NiSource (NI) has been quietly grinding higher this year, and its recent pullback after a strong run has some investors asking whether this regulated utility is offering a reasonable entry point.
See our latest analysis for NiSource.
At around $41.44, NiSource’s recent pullback follows a strong year to date share price return, with the 1 year total shareholder return near 16 percent and the 5 year total shareholder return comfortably more than doubling investors’ money. This suggests that momentum is still broadly constructive.
If NiSource’s steady climb has you thinking about what else might be quietly compounding, now is a good time to explore fast growing stocks with high insider ownership.
With solid multi year returns, steady earnings growth and a modest discount to analyst targets, the key question now is whether NiSource still trades below its true value or if the market already reflects its future growth.
With NiSource last closing at $41.44 against a narrative fair value near $46.36, the dominant view sees modest upside still on the table.
Strong visibility into multi year, rate based capital expenditure ($19.4B base plan, plus $2B+ in upside/incremental projects) positions NiSource for 6 to 8% annual EPS growth and compound growth in regulated revenue.
Want to know what makes that growth engine tick? The narrative leans on disciplined reinvestment, rising margins, and a richer future earnings multiple. Curious which assumptions really drive that premium?

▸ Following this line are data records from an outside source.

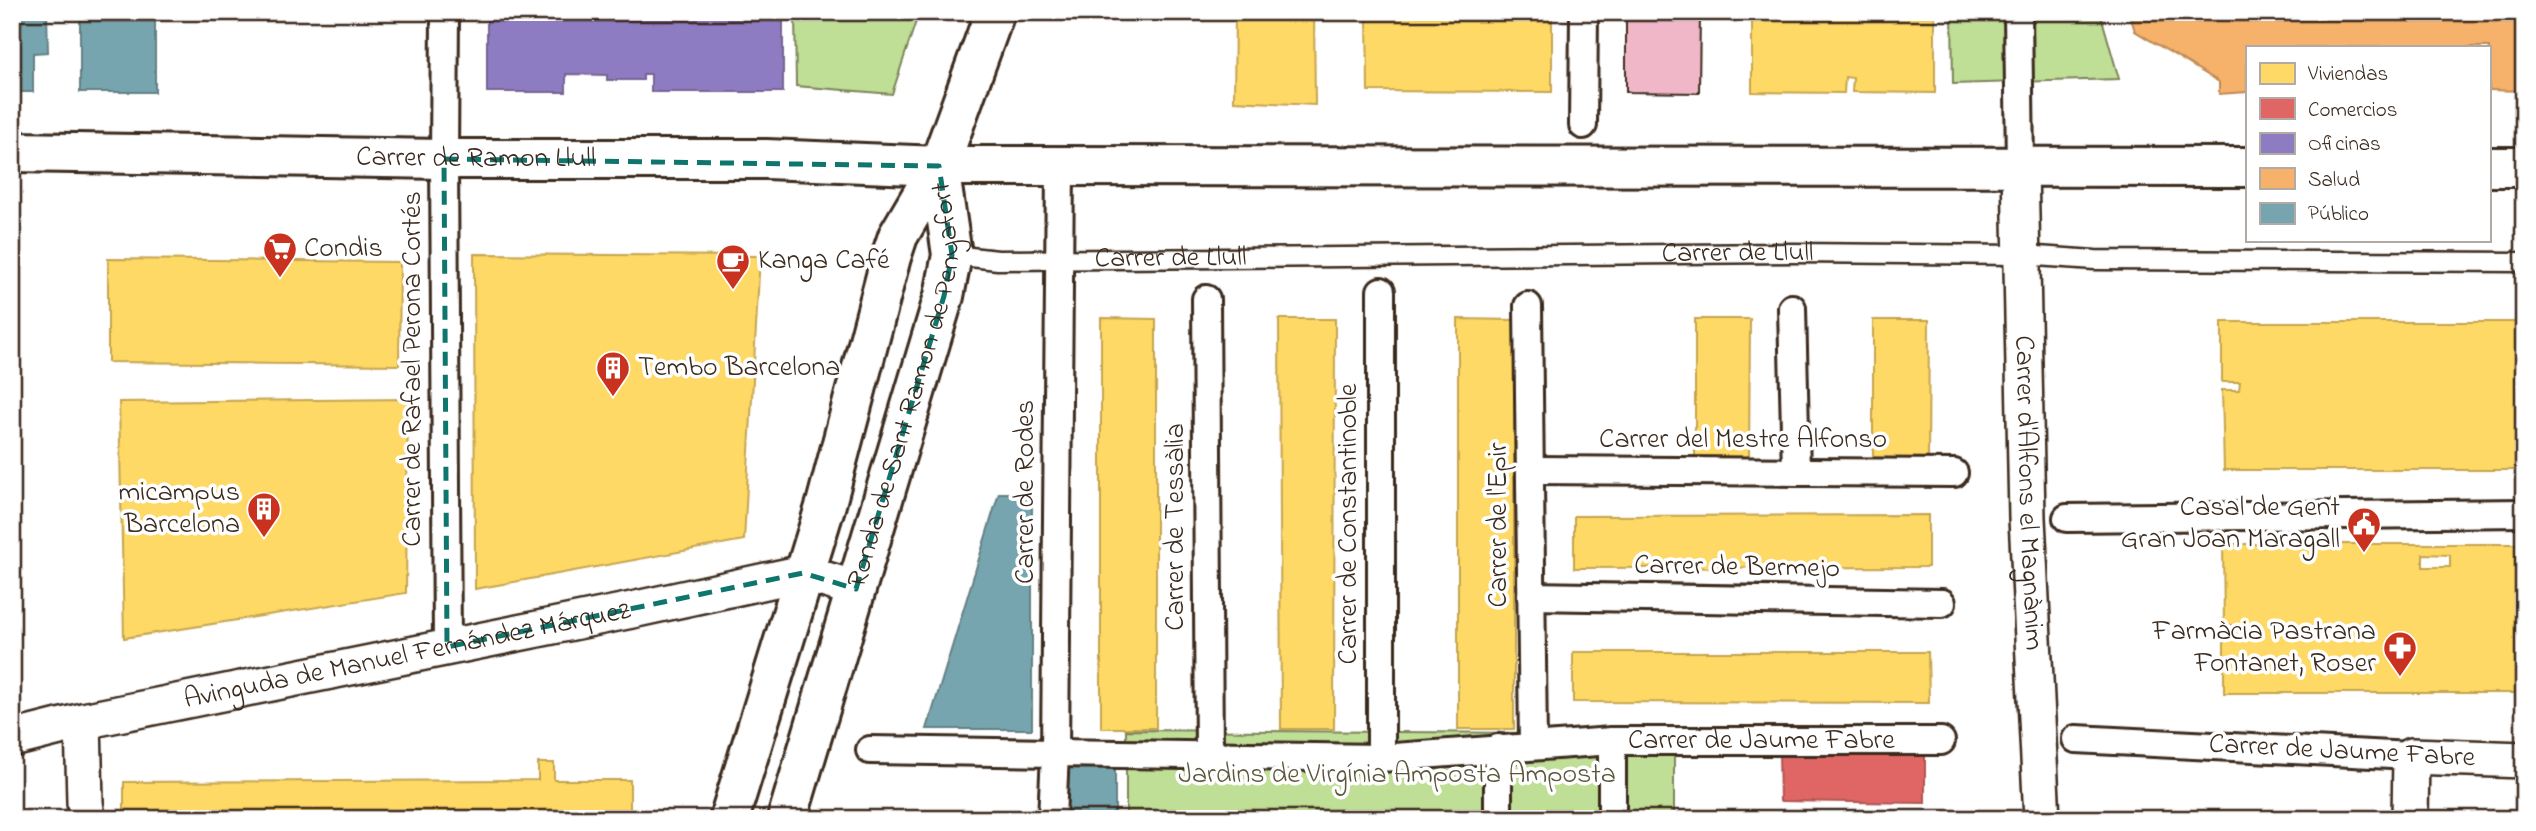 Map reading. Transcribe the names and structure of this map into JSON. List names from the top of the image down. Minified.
{"streets":{"main road":["Carrer de Ramon Llull","Ronda de Sant Ramon de Penyafort"],"street":["Carrer de Rafael Perona Cortés","Carrer del Mestre Alfonso","Carrer de Rodes","Carrer d'Alfons el Magnànim","Carrer de Constantinoble","Carrer de l'Epir","Carrer de Tessàlia","Carrer de Bermejo","Avinguda de Manuel Fernández Márquez","Carrer de Jaume Fabre"],"lane":["Carrer de Llull"]},"crossings":[["Carrer de Ramon Llull","Carrer de Rafael Perona Cortés"],["Carrer de Ramon Llull","Ronda de Sant Ramon de Penyafort"],["Carrer de Llull","Ronda de Sant Ramon de Penyafort"],["Carrer de Llull","Carrer de Rodes"],["Carrer de Llull","Carrer d'Alfons el Magnànim"],["Carrer de Rafael Perona Cortés","Avinguda de Manuel Fernández Márquez"],["Ronda de Sant Ramon de Penyafort","Avinguda de Manuel Fernández Márquez"],["Carrer del Mestre Alfonso","Carrer de l'Epir"],["Carrer de Rodes","Carrer de Jaume Fabre"],["Carrer de Constantinoble","Carrer de Jaume Fabre"],["Carrer de l'Epir","Carrer de Bermejo"],["Carrer de l'Epir","Carrer de Jaume Fabre"],["Carrer de Tessàlia","Carrer de Jaume Fabre"]],"parks":["Jardins de Virgínia Amposta Amposta"],"places":{"supermarket":["Condis"],"cafe":["Kanga Café"],"building":["Tembo Barcelona","micampus Barcelona"],"public building":["Casal de Gent Gran Joan Maragall"],"pharmacy":["Farmàcia Pastrana Fontanet, Roser"]},"legend":["Viviendas","Comercios","Oficinas","Salud","Público"]} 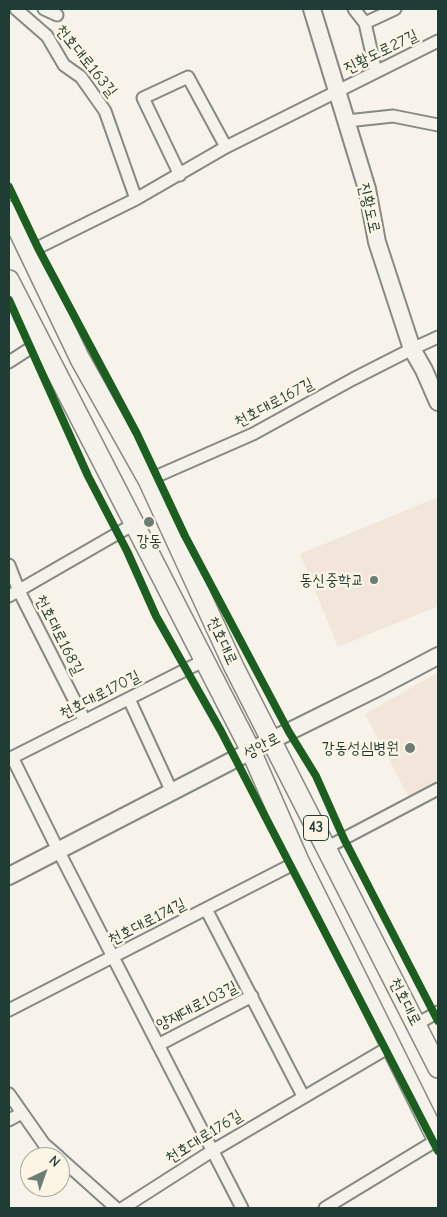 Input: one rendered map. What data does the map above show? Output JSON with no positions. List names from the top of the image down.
{
  "streets": {
    "main road": ["천호대로", "43"],
    "street": [
      "진황도로27길",
      "천호대로163길",
      "진황도로",
      "천호대로167길",
      "천호대로168길",
      "천호대로170길",
      "성안로",
      "천호대로174길",
      "양재대로103길",
      "천호대로176길"
    ]
  },
  "crossings": [
    ["진황도로27길", "진황도로"],
    ["진황도로", "천호대로167길"],
    ["천호대로167길", "천호대로"],
    ["천호대로168길", "천호대로"],
    ["천호대로168길", "천호대로170길"],
    ["천호대로", "천호대로170길"],
    ["천호대로", "성안로"],
    ["천호대로", "천호대로174길"],
    ["천호대로", "천호대로176길"],
    ["성안로", "양재대로103길"],
    ["천호대로174길", "양재대로103길"],
    ["양재대로103길", "천호대로176길"]
  ],
  "places": ["강동", "동신중학교", "강동성심병원"],
  "north": "top right"
} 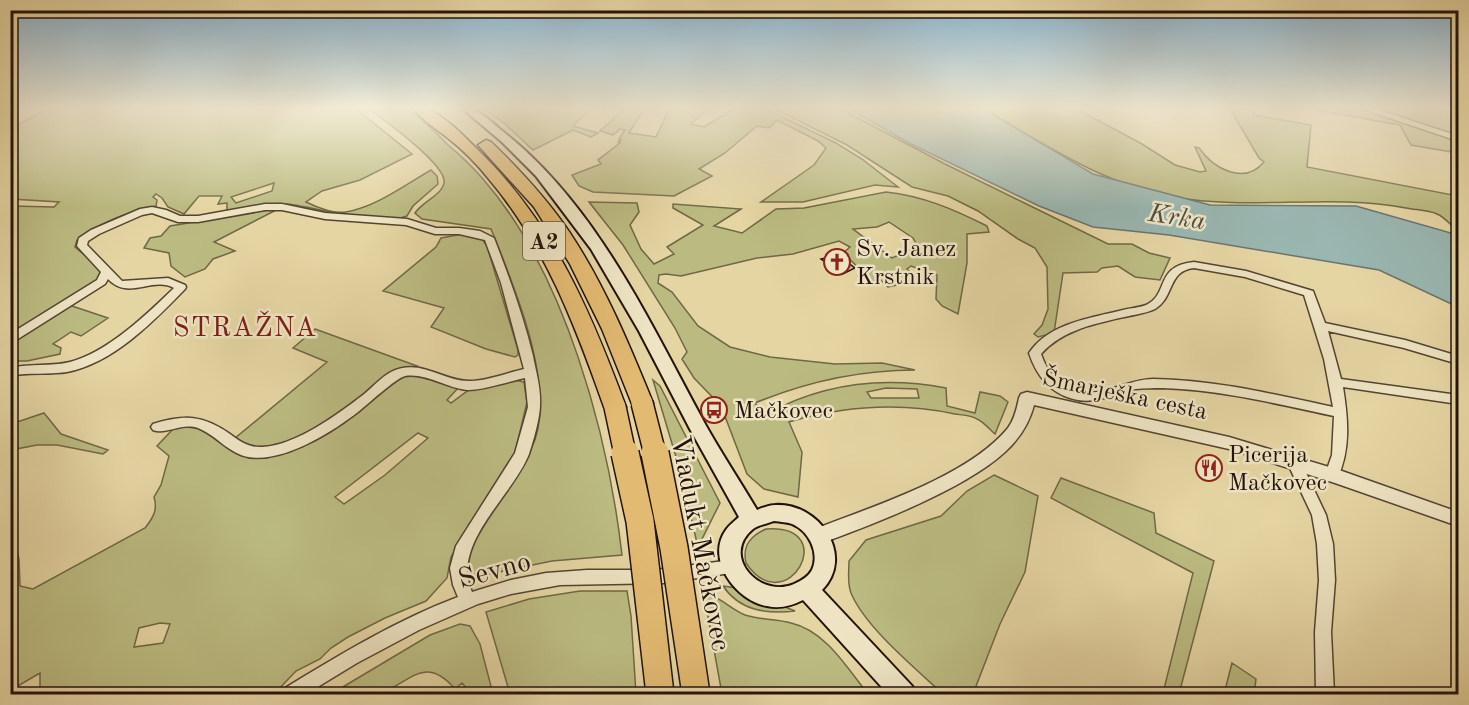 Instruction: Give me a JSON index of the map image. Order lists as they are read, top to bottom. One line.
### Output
{"streets":{"highway":["A2","Viadukt Mačkovec"],"street":["Šmarješka cesta","Sevno"]},"crossings":[["Šmarješka cesta","Sevno"]],"districts":["STRAŽNA"],"water":["Krka"],"places":{"church":["Sv. Janez Krstnik"],"bus stop":["Mačkovec"],"restaurant":["Picerija Mačkovec"]}}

Result: Fair Value of $46.36 (UNDERVALUED)
Have a read of the narrative in full and understand what's behind the forecasts.
However, this outlook could be challenged if regulators delay key rate approvals or if long term demand for NiSource’s gas infrastructure weakens faster than expected.
Find out about the key risks to this NiSource narrative.
While the narrative fair value points to upside, NiSource’s 22.1 times price to earnings ratio sits above the global integrated utilities average of 17.9 times, and only slightly below its fair ratio of 22.9 times. That leaves less margin for error if growth or regulation disappoints. Does it really justify a bigger premium?
See what the numbers say about this price — find out in our valuation breakdown.
If you see NiSource differently or prefer to dig into the numbers yourself, you can build a personalized view in minutes, Do it your way.
A great starting point for your NiSource research is our analysis highlighting 2 key rewards and 2 important warning signs that could impact your investment decision.
Do not stop with just one opportunity, your next great idea could be waiting in a corner of the market that most investors are still ignoring.
This article by Simply Wall St is general in nature. We provide commentary based on historical data and analyst forecasts only using an unbiased methodology and our articles are not intended to be financial advice. It does not constitute a recommendation to buy or sell any stock, and does not take account of your objectives, or your financial situation. We aim to bring you long-term focused analysis driven by fundamental data. Note that our analysis may not factor in the latest price-sensitive company announcements or qualitative material. Simply Wall St has no position in any stocks mentioned.